## Work instruction
Count up the lines of the data below that contain the string "sheet", then give only the total.

## Given information
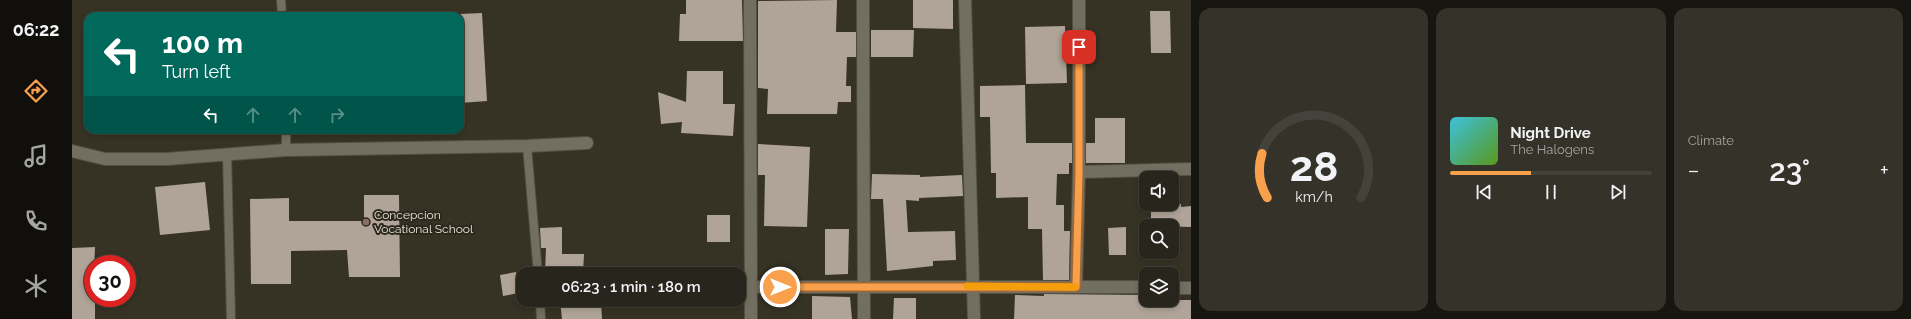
<!DOCTYPE html>
<meta charset="utf-8">
<style>
:root{--surface:#28261c;--page:#343229;--text:#f1f3f6;--muted:#a5a5a3;--line:#44433b;--accent:#f9a04d}
body{margin:0;font-family:Raleway,sans-serif;background:var(--page);color:var(--text);height:100vh;display:flex;flex-direction:column;font-size:15px;white-space:nowrap}
*{box-sizing:border-box;margin:0}
p{font-size:13px;color:var(--muted)}
.icon{flex:none;width:22px;height:22px;fill:none;stroke:currentColor;stroke-width:2;stroke-linecap:round;stroke-linejoin:round}
.map{position:relative;flex:1;overflow:hidden}
.sheet{display:flex;flex-direction:column;gap:8px;padding:8px;background:#16150f;width:720px}
.sheet>*{flex:none}
.hud{position:absolute;left:12px;top:12px;width:380px;height:122px;border-radius:12px;box-shadow:0 2px 6px #0003,0 0 0 1px var(--line);background:#00695c;color:#fff;overflow:hidden}
.controls{position:absolute;left:1067px;top:171px;display:grid;gap:8px}
.controls a{display:grid;place-items:center;width:40px;height:40px;border-radius:8px;background:var(--surface);box-shadow:0 2px 6px #0003,0 0 0 1px var(--line);font-size:20px}
.speed{position:absolute;left:12px;top:255px;display:flex;gap:8px;font-size:20px;font-weight:700;text-align:center}
.speed>*{display:grid;place-content:center;width:52px;height:52px;border-radius:50%;background:var(--surface);box-shadow:0 2px 6px #0003,0 0 0 1px var(--line);line-height:1}
.speed .limit{border:6px solid #d22;background:#fff;color:#111}
.pin{position:absolute;display:grid;place-items:center;width:34px;height:34px;color:#fff;margin:-17px;border-radius:8px;box-shadow:0 2px 6px #0006}
.me{position:absolute;width:44px;margin:-22px;rotate:90deg;stroke-linejoin:round;filter:drop-shadow(0 0 3px #0008)}
.turn{display:flex;align-items:center;gap:14px;height:84px;padding:0 12px;font-size:18px}
.turn .icon{width:52px;height:52px;stroke-width:2.5}
.turn b{display:block;font-size:28px;line-height:34px}
.lanes{display:flex;align-items:center;height:38px;padding:0 12px;background:#0003;justify-content:center;gap:20px;direction:ltr}
.lanes .off{opacity:.35}
.big{font-size:30px;font-weight:600;line-height:1.1}
.sheet .card{flex:1;display:flex;flex-direction:column;justify-content:center;gap:6px;min-width:0;padding:0 14px;border-radius:12px;background:var(--page)}
.sheet .dial{align-items:center;gap:0}
.dial svg{height:104px;overflow:visible;fill:none;stroke:var(--line);stroke-width:7;stroke-linecap:round;text-anchor:middle}
.dial text{fill:var(--text);stroke:none}
.song{display:flex;align-items:center;gap:12px}
.cover{width:48px;height:48px;border-radius:6px;background:linear-gradient(135deg,hsl(190 70% 55%),hsl(90 70% 35%))}
.played{height:4px;border-radius:2px;background:linear-gradient(90deg,var(--accent) 40%,var(--line) 40%)}
.keys{display:flex;justify-content:space-around;direction:ltr}
.heat{display:flex;justify-content:space-between;align-items:center;font-size:22px;direction:ltr}
.sheet .tiles{flex:1;display:grid;gap:8px;grid-template-columns:repeat(3,1fr)}
.trip{position:absolute;left:444px;top:267px;width:230px;height:40px;border-radius:12px;background:var(--surface);box-shadow:0 2px 6px #0003,0 0 0 1px var(--line);font-weight:600;line-height:40px;text-align:center}
main{display:flex;flex:1;min-height:0}
.tabs{display:flex;flex-direction:column;width:72px;justify-content:space-around;align-items:center;background:#100f0b;color:var(--muted)}
.tabs .icon{width:28px;height:28px}
.tabs .on{color:var(--accent)}
.tabs b{font-size:18px;color:var(--text)}
.map>svg:first-child{display:block}
.building{fill:#b0a397}
.lines{fill:none;stroke-linecap:round;stroke-linejoin:round}
.lane-casing{stroke:#524f43;stroke-width:10}
.street-casing{stroke:#524f43;stroke-width:14}
.lane{stroke:#736f60;stroke-width:8}
.street{stroke:#736f60;stroke-width:12}
.route-casing{stroke:#a26832;stroke-width:10}
.route{stroke:#f9a04d;stroke-width:7}
.slow{stroke:#f59e0b;stroke-width:7}
.education-dot{fill:#8d6e63;stroke:#2c291c;stroke-width:1.5}
.labels{text-anchor:middle;stroke-width:4;stroke-linejoin:round;paint-order:stroke}
.poi-label{font-size:12px;fill:#e6e4db;stroke:#2c291c;text-anchor:start}
</style>
<main>
<nav class="tabs">
<b>06:22</b>
<svg class="icon on" aria-label="directions" viewBox="0 0 24 24"><path d="M12 3l9 9-9 9-9-9zM9 14v-3h6M13 9l2 2-2 2"/></svg>
<svg class="icon" aria-label="music" viewBox="0 0 24 24"><path d="M9 18V5l10-2v13"/><circle cx="6" cy="18" r="3"/><circle cx="16" cy="16" r="3"/></svg>
<svg class="icon" aria-label="phone" viewBox="0 0 24 24"><path d="M5 4h4l2 5-3 2q2 4 5 5l2-3 5 2v4C11 20 4 13 5 4z"/></svg>
<svg class="icon" aria-label="climate" viewBox="0 0 24 24"><path d="M12 3v18M4 7l16 10M4 17L20 7"/></svg>
</nav>
<div class="map">
<svg width="1119" height="319" viewBox="0 0 1119 319">
<rect width="100%" height="100%" fill="#363325"/>
<!-- building -->
<path class="building" d="M 614,0 L 670,0 L 671,41 L 607,41 L 608,14 L 614,14 Z
M 765,0 L 764,32 L 784,32 L 784,57 L 775,57 L 774,86 L 779,86 L 779,102 L 766,102 L 765,114 L 695,114 L 696,89 L 686,88 L 686,1 Z
M 841,0 L 881,0 L 881,29 L 841,28 Z
M 1078,11 L 1098,11 L 1099,53 L 1079,53 Z
M 410,13 L 415,101 L 388,103 L 388,14 Z
M 993,26 L 995,83 L 954,84 L 953,27 Z
M 799,30 L 842,30 L 841,57 L 799,57 Z
M 615,71 L 651,71 L 651,104 L 663,104 L 661,136 L 609,133 L 610,122 L 589,124 L 586,92 L 614,102 Z
M 953,85 L 954,143 L 1000,143 L 1000,163 L 997,163 L 997,174 L 985,174 L 984,205 L 992,205 L 992,231 L 998,231 L 997,280 L 971,280 L 970,229 L 956,229 L 956,197 L 924,198 L 924,173 L 919,173 L 918,117 L 908,117 L 908,86 Z
M 1023,118 L 1053,118 L 1053,163 L 1014,163 L 1014,143 L 1023,143 Z
M 686,144 L 738,147 L 735,227 L 692,226 L 693,175 L 686,175 Z
M 800,174 L 848,175 L 848,177 L 890,175 L 891,196 L 847,198 L 847,201 L 834,200 L 836,232 L 883,231 L 884,260 L 861,261 L 861,266 L 815,271 L 811,199 L 799,199 Z
M 133,182 L 138,230 L 88,235 L 83,187 Z
M 292,195 L 327,195 L 328,277 L 277,277 L 275,250 L 219,251 L 219,284 L 179,284 L 178,199 L 217,198 L 217,221 L 292,221 Z
M 1079,204 L 1109,204 L 1109,207 L 1119,206 L 1119,227 L 1079,226 Z
M 635,215 L 658,215 L 658,242 L 635,242 Z
M 490,227 L 490,254 L 512,254 L 511,274 L 473,274 L 474,248 L 469,248 L 468,228 Z
M 1054,227 L 1054,255 L 1037,255 L 1036,228 Z
M 753,229 L 777,229 L 776,274 L 753,275 Z
M 23,247 L 21,298 L 23,298 L 23,319 L 0,319 L 0,248 Z
M 444,272 L 447,293 L 431,296 L 428,275 Z
M 972,294 L 1074,295 L 1074,300 L 1119,300 L 1119,319 L 942,319 L 943,295 L 972,296 Z
M 740,296 L 778,297 L 780,319 L 740,319 Z
M 822,298 L 844,298 L 844,319 L 821,319 Z
M 488,300 L 529,300 L 530,319 L 490,319 Z"/>
<g class="lines">
<!-- lane casing -->
<g class="lane-casing">
<path id="lane" d="M 209,0 L 210,16
M 214,130 L 214,150
M 455,146 L 466,274
M 155,154 L 159,319
M 468,300 L 469,319"/>
</g>
<!-- street casing -->
<g class="street-casing">
<path id="street" d="M 678,0 L 679,319
M 791,0 L 792,319
M 893,0 L 902,319
M 0,151 L 33,159 L 95,159 L 214,150 L 455,146 L 515,143
M 1007,172 L 1119,169
M 680,287 L 1074,287
M 1004,287 L 1007,172 L 1007,0
M 1100,288 L 1119,288"/>
</g>
<!-- lane -->
<use href="#lane" class="lane"/>
<!-- street -->
<use href="#street" class="street"/>
</g>
<g class="lines">
<!-- route casing -->
<g class="route-casing">
<path id="route" d="M 708,287 L 1004,287 L 1007,172 L 1007,47"/>
</g>
<!-- route -->
<use href="#route" class="route"/>
<!-- slow -->
<path class="slow" d="M 895,286 L 1003,287"/>
</g>
<!-- markers -->
<circle class="education-dot" cx="294" cy="222" r="4"/>
<g class="labels">
<!-- poi labels -->
<g class="poi-label">
<text x="302" y="219">Concepcion<tspan x="302" dy="14">Vocational School</tspan></text>
</g>
</g>
</svg>
<div class="controls">
<a><svg class="icon" aria-label="sound" viewBox="0 0 24 24"><path d="M4 9h4l5-4v14l-5-4H4zM17 9q2 3 0 6"/></svg></a>
<a><svg class="icon" aria-label="search" viewBox="0 0 24 24"><circle cx="10" cy="10" r="6"/><path d="M15 15l6 6"/></svg></a>
<a><svg class="icon" aria-label="layers" viewBox="0 0 24 24"><path d="M12 4l9 5-9 5-9-5zM3 14l9 5 9-5"/></svg></a>
</div>
<div class="speed"><div class="limit">30</div></div>
<div class="pin" style="left:1007px;top:47px;background:#d93025"><svg class="icon" aria-label="arrive" viewBox="0 0 24 24"><path d="M6 21V4h12l-3 4 3 4H6"/></svg></div>
<svg class="me" style="left:708px;top:287px" viewBox="-20 -20 40 40"><circle r="17" fill="#f9a04d" stroke="#fff" stroke-width="3"/><path d="M0-11L8 9 0 5-8 9z" fill="#fff"/></svg>
<div class="trip">06:23 · 1 min · 180 m</div>
<div class="hud">
<div class="turn"><svg class="icon" aria-label="left" viewBox="0 0 24 24"><path d="M17 20v-9H6M10 6l-5 5 5 5"/></svg><div><b>100 m</b>Turn left</div></div>
<div class="lanes"><svg class="icon" aria-label="left" viewBox="0 0 24 24"><path d="M17 20v-9H6M10 6l-5 5 5 5"/></svg><svg class="icon off" aria-label="ahead" viewBox="0 0 24 24"><path d="M12 20V5M6 11l6-6 6 6"/></svg><svg class="icon off" aria-label="ahead" viewBox="0 0 24 24"><path d="M12 20V5M6 11l6-6 6 6"/></svg><svg class="icon off" aria-label="right" viewBox="0 0 24 24"><path d="M7 20v-9h11M14 6l5 5-5 5"/></svg></div>
</div>
</div>
<section class="sheet">
<div class="tiles">
<div class="card dial"><svg viewBox="0 0 100 80">
<path d="M14 69A42 42 0 1 1 86 69"/>
<path d="M14 69A42 42 0 0 1 10 35" stroke="#f9a04d"/>
<text x="50" y="56" font-size="32" font-weight="700">28</text>
<text x="50" y="72" font-size="11">km/h</text>
</svg></div>
<div class="card">
<div class="song"><i class="cover"></i><div><b>Night Drive</b><p>The Halogens</p></div></div>
<div class="played"></div>
<div class="keys"><svg class="icon" aria-label="previous" viewBox="0 0 24 24"><path d="M18 5L8 12l10 7zM5 5v14"/></svg><svg class="icon" aria-label="pause" viewBox="0 0 24 24"><path d="M8 5v14M16 5v14"/></svg><svg class="icon" aria-label="next" viewBox="0 0 24 24"><path d="M6 5l10 7-10 7zM19 5v14"/></svg></div>
</div>
<div class="card"><p>Climate</p>
<div class="heat"><a>−</a><b class="big">23°</b><a>+</a></div>
</div>
</div>
</section>
</main>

## Written solution
6